In Northern Ireland, a shadowy Protestant militant group, called the
"Red Hand Defenders", has claimed responsibility for the fatal
shooting of a prominent investigative journalist on Friday night.
Martin O'Hagan, was gunned down from a passing car in Lurgan. He
wrote for the Dublin newspaper "Sunday World". And, in a recent
television documentary, he had spoken of secret links between
Protestant paramilitaries and Northern Ireland security forces.
Leading Protestant politican David Trimble condemned the murder as
"cowardly", and the "Sunday World" said it was an attack on press
freedoms. O'Hagan had often received death threats.

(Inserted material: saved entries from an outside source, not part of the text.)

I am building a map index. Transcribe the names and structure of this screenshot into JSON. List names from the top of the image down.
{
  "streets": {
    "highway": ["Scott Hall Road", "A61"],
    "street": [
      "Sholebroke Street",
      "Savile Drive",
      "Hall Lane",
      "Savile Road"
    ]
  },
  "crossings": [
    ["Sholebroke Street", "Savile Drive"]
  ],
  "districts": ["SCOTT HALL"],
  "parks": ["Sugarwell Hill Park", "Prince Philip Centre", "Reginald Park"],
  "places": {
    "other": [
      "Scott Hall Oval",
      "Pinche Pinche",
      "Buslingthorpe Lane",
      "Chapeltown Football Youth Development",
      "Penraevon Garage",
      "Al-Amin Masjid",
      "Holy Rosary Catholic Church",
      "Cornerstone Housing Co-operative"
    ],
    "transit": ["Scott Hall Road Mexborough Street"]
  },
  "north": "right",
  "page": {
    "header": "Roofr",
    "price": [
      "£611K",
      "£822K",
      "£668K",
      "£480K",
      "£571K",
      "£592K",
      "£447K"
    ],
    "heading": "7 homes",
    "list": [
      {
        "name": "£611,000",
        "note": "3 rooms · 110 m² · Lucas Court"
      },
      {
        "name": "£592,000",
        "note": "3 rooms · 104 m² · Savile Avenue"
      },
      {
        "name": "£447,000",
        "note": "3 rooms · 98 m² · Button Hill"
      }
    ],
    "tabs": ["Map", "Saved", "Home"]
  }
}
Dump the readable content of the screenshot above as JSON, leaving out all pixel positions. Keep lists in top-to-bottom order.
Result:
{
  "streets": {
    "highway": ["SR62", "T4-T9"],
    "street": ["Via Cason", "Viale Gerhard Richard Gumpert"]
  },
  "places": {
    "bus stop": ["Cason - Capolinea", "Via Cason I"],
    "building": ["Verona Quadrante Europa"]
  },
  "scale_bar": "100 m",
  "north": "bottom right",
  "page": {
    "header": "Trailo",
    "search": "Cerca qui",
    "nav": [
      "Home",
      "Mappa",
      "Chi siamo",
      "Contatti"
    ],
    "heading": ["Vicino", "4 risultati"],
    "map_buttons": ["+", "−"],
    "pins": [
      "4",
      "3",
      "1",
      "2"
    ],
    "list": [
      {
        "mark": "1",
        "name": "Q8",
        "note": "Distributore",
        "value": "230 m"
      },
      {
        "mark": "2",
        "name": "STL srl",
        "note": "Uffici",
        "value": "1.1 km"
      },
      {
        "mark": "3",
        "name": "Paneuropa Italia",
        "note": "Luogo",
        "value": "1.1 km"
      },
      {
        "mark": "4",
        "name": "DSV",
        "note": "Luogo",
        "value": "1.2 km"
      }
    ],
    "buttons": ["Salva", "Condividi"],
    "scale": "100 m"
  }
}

Floods in Vietnam's Mekong Delta have killed at least 154 children
among a total of 182 victims and nearly a million people are facing
food shortages, according to disaster management officials. The
casualties have occurred since mid-August in six provinces of
Vietnam's southern rice growing region. It's suffering its second
year of serious flooding. Water levels, also in Cambodia, have been
receding only very slowly.
A U.S. citizen arrested in China on charges of spying for Taiwan has
arrived in the United States after being freed by the Beijing
authorities. The release of Wu Jianmin, a journalist and former
academic, removes an obstacle to improving China-U.S. ties ahead of
a planned visit by President Bush to China in October. Wu was
suspected of contributing to "The Tiananmen Papers," a book
purporting to reveal internal Chinese government debates that led to
the 1989 massacre of pro-democracy protesters around Tiananmen
Square, according to human rights groups.